This problem can be mitigated to some extent. Using a larger k, for instance, has the effect of increasing the penalty for illegal solutions. However, this is again not without cost. Increasing k beyond a certain point will be counterproductive, as that would put too much emphasis on not breaking any chain and not enough emphasis on the quality difference between different legal solutions. Empirically, in these test problems, it is found that an optimal value of k=4. Given a finite dynamic range of coupling coefficient in a realistic analog hardware, a large k value simply takes away the usable range to express the actual problem. In the disclosed example, k=4 has the effect of reserving 2 bits for the use of lowering the impact of broken chains. Unfortunately, as the graph increases in size, the optimal value of k increases as can be seen in the figure. This means that in real-world problems with thousands of spins, more of the system's dynamic range will be needed to program k.
As shown above, the embedding process not only changes the number of spins required to map the problem and demands significant preprocessing, it also has a significant impact on the solution quality because it forces a search on a proxy energy landscape rather than the original problem's energy landscape. All in all, near-neighbor coupling creates a host of genuine problems that are often ignored in literature. Every indication suggests that it is not a solution to the challenge of increasing a machine's problem-solving capacity. While it lowers the barrier to building proof-of-concept prototypes, machines in the next stage need to efficiently support all-to-all coupling.
One apparent alternative to providing physical all-to-all coupling is providing emulated coupling.

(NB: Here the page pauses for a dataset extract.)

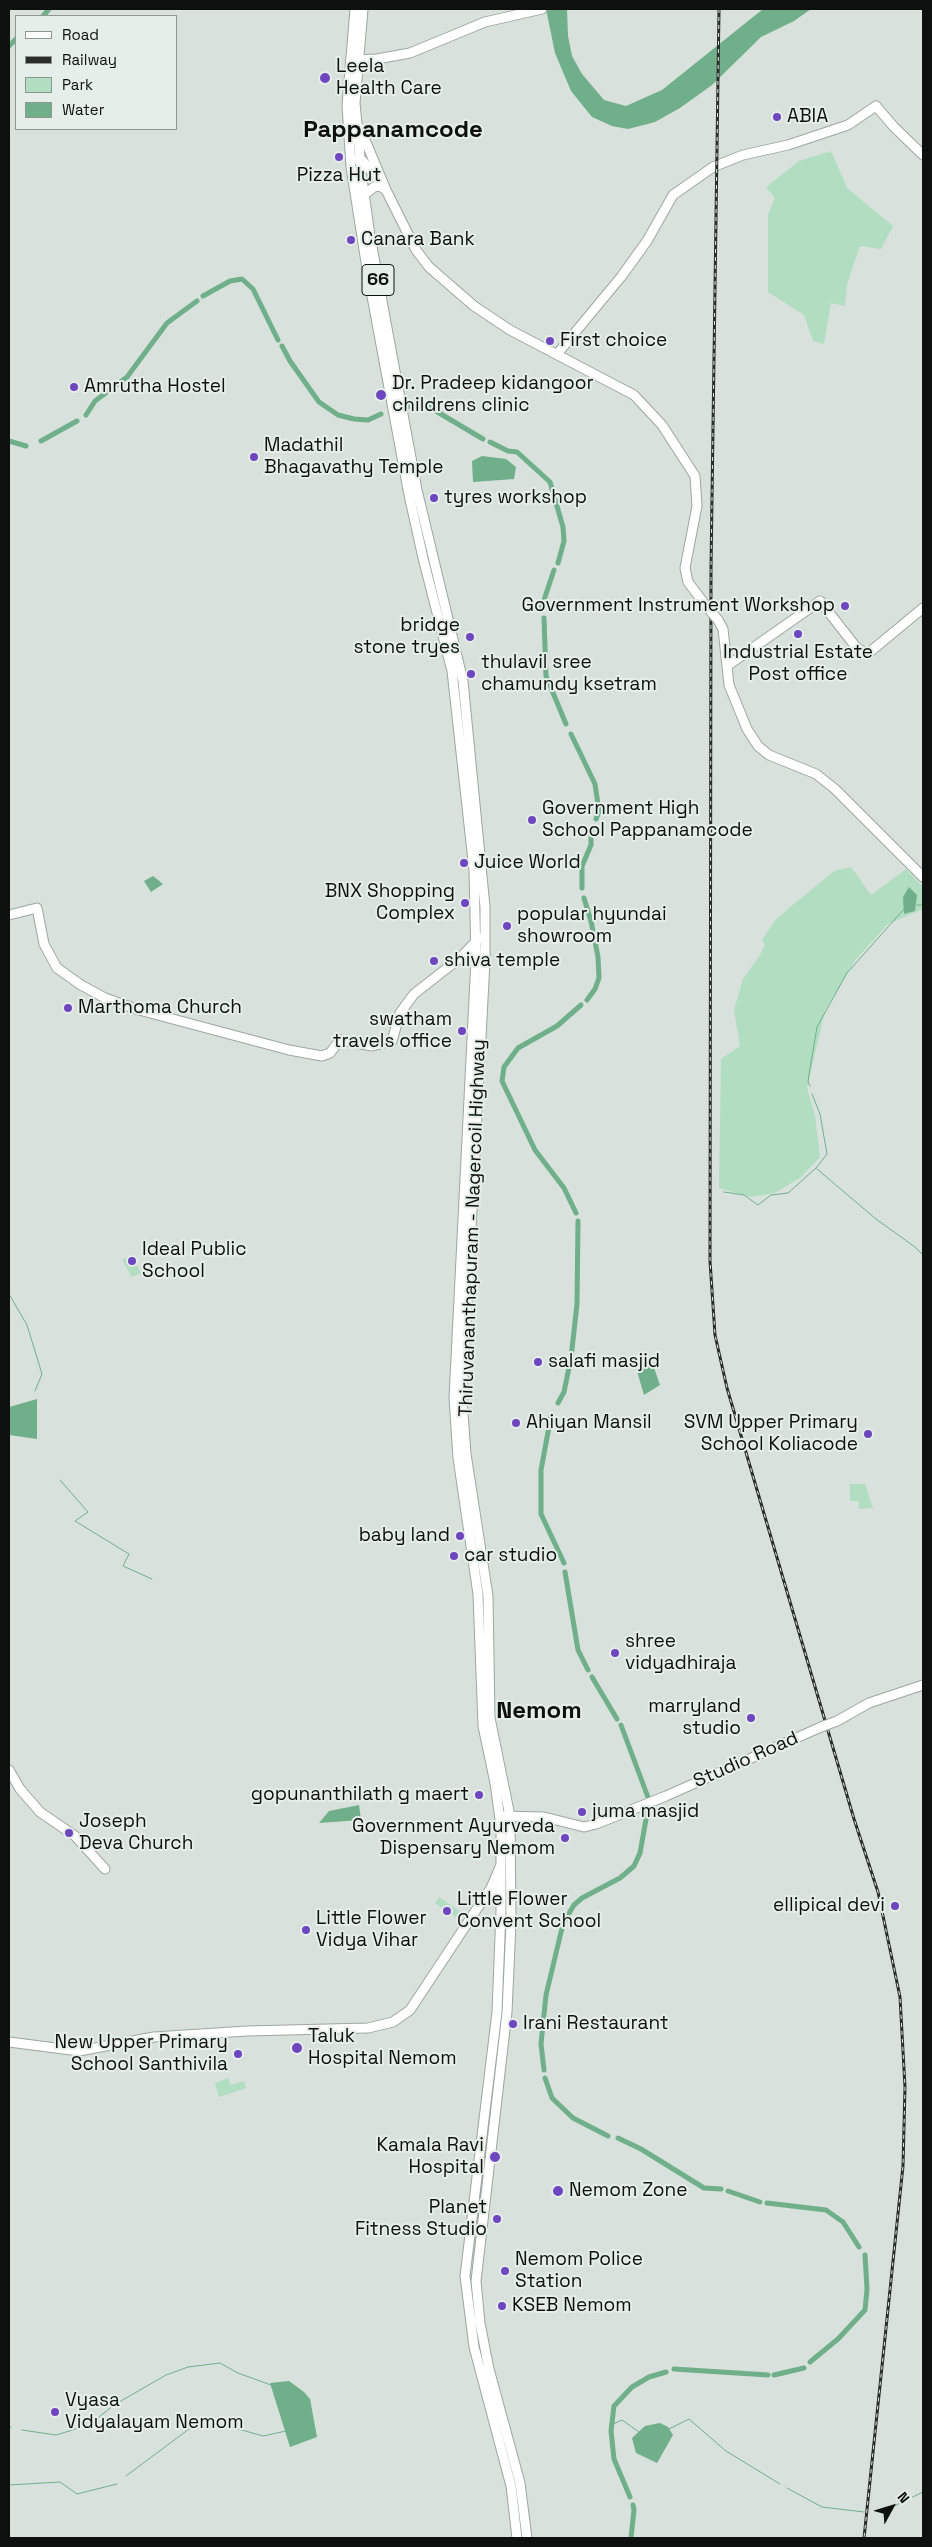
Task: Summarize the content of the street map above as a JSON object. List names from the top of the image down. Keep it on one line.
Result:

In coherent Ising machines (CIM) (see Inagaki, et al., Science, 2016; Yamamoto, et al., npj Quantum Information, 2017; McMahon, et al., Science, 2016; Takata, et al., Scientific Reports, 2016; and Böhm, et al., Nature Communications, 2019), this is achieved by measuring a pulse i, numerically computing the coupling effect to another pulse j, and subsequently injecting a corresponding signal that represents the computed value back into the dynamical system. While this approach also facilitates building a proof-of-concept prototype, it creates problems for high-performance systems, as the computation delay and energy both limit the overall speed and energy efficiency of the system.
A recent comparison between a computational solution, Simulated Bifurcation (SB) and CIM is revealing (see Tatsumura, et al, 2019 29th International Conference on Field Programmable Logic and Applications (FPL), 2019).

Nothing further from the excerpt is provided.